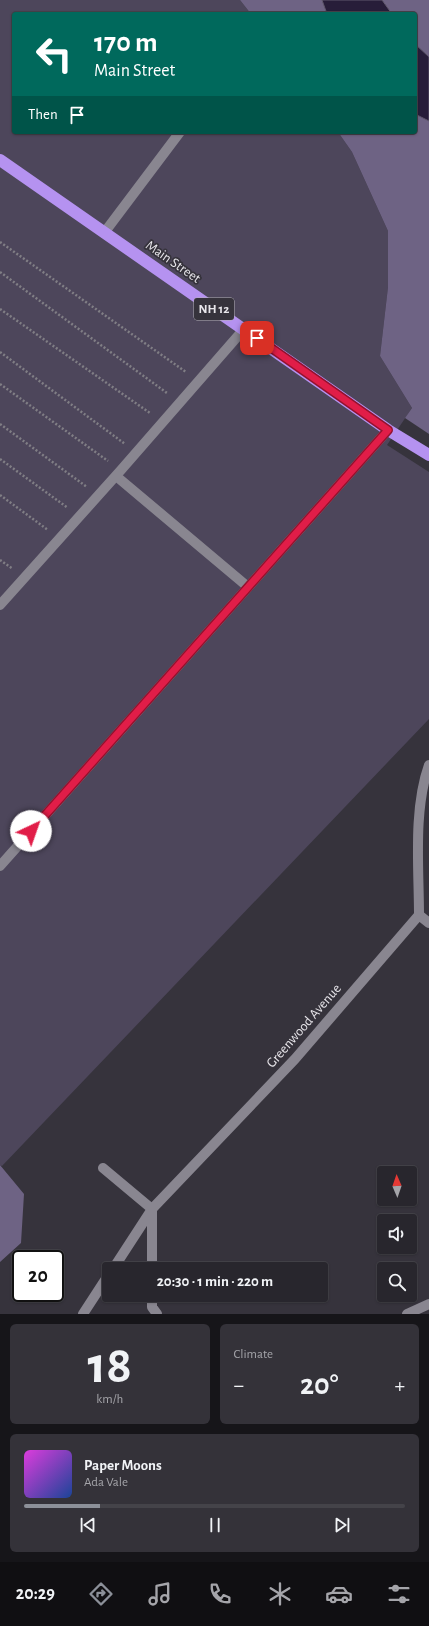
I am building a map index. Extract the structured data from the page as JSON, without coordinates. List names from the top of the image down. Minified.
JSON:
{"streets":{"highway":["Main Street","NH 12"],"street":["Greenwood Avenue"]},"north":"top","page":{"turn":["170 m","Main Street"],"then":"Then","limit":"20","trip":"20:30 · 1 min · 220 m","tile":[["18","km/h"],"Climate"],"heat":["−","20°","+"],"song":["Paper Moons","Ada Vale"],"tabs":"20:29"}}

--- --- ---

→ Task goal
Reproduce the lines above letter for letter. The pictures stay behind.

→ Solution for this task
I am building a map index. Extract the structured data from the page as JSON, without coordinates. List names from the top of the image down. Minified.
JSON:
{"streets":{"highway":["Main Street","NH 12"],"street":["Greenwood Avenue"]},"north":"top","page":{"turn":["170 m","Main Street"],"then":"Then","limit":"20","trip":"20:30 · 1 min · 220 m","tile":[["18","km/h"],"Climate"],"heat":["−","20°","+"],"song":["Paper Moons","Ada Vale"],"tabs":"20:29"}}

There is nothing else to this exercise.